The Bay Area’s extraordinary economic growth has contributed substantially to the housing crisis. Between 2011 and 2015, the region added more than 500,000 jobs but added only 65,000 housing units. Not surprisingly, researchers at UC Berkeley found that more than half of low income households are at risk of experiencing gentrification or even eviction (through California’s Ellis Act). For government workers — teachers, firefighters, police, transit workers — and essential service providers — plumbers, electricians, ambulance drivers — that $3,500 monthly rent (if their family could fit in a one bedroom apartment) would take more than 60% their average starting salary. And, a family of four with an income of $85,000 earns too much to qualify for affordable housing program subsidies.
If we do not deal with this housing crisis, the people whose work ensures the wonderful quality of life in the Bay Area will be forced to move elsewhere. Essential services will not be provided, quality of life will decline, and the companies that have created the economic boom will leave too. The housing crisis is everyone’s problem and it will take cross-sector partnerships and broad based community support to make affordable housing for all a reality.
We need to think big and act boldly, which should come naturally to this home of Silicon Valley and some of the greatest thinkers and humanists in the world. And there is much we can learn from other places that have faced similar widespread housing shortages. While New York City still faces an affordability challenge, it has developed a series of successful programs based on the cross-sector partnership model. Beginning in the 1980’s, New York City government seized large numbers of poorly maintained residential properties for non-payment of taxes. It then worked with tenant organizations, community groups, and non-profit and for-profit developers to rehabilitate the buildings and convert them into affordable co-ops and rental units. And this is not an isolated example.
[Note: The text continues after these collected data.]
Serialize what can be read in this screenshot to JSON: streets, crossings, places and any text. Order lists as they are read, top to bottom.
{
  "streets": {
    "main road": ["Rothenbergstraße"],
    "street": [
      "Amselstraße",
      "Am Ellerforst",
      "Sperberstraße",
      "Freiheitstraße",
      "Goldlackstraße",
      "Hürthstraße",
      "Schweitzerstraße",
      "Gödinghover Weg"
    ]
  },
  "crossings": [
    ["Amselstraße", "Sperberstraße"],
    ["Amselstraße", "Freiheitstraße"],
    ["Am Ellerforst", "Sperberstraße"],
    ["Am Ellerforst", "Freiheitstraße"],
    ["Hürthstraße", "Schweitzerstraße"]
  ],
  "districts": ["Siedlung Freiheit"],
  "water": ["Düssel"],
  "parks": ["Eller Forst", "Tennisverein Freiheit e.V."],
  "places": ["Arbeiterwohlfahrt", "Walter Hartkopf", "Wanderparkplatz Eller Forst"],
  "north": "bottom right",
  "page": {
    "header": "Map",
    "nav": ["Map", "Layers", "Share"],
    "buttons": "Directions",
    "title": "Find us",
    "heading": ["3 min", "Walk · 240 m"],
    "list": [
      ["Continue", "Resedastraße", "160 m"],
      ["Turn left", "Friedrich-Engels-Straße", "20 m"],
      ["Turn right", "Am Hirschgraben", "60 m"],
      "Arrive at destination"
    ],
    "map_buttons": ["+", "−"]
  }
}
In the 1990’s, New York State and New York City created the Housing New York program. This effort dedicated a significant portion of the payments made by private market rate developers of the publicly owned site now known as Battery Park City to rehabilitate and construct affordable housing units across the NYC in partnership with nonprofit housing developers and owners. Recently, a community organization called Friends of the High Line and the city government under former Mayor Mike Bloomberg worked together to create a phenomenal new park — which is now attracting over 7 million visitors annually, bringing in a massive number of new, market rate apartments, as well as affordable units using the government’s zoning powers. This is also protecting and preserving two thousand units of low income public housing in the neighborhood. And many other similar examples can be found around the country.
Here in the Bay Area, some of the best affordable housing developers in the world — BRIDGE, Mercy Housing, MIDPEN , Resources for Community Development, and others — have created and preserved thousands of units of affordable housing for close to half a century and they will be key partners in a new regional housing plan. Despite their collective best efforts, working on their own, without an overall plan and the full commitment of all the key regional stakeholders — multiple local government elected officials, housing and buildings departments, zoning authorities, state government, the federal government, community leaders, advocates, business leaders, philanthropies, potential long term investors such as pension funds and insurance companies — their preservation and creation efforts is meeting only a fraction of the growing need.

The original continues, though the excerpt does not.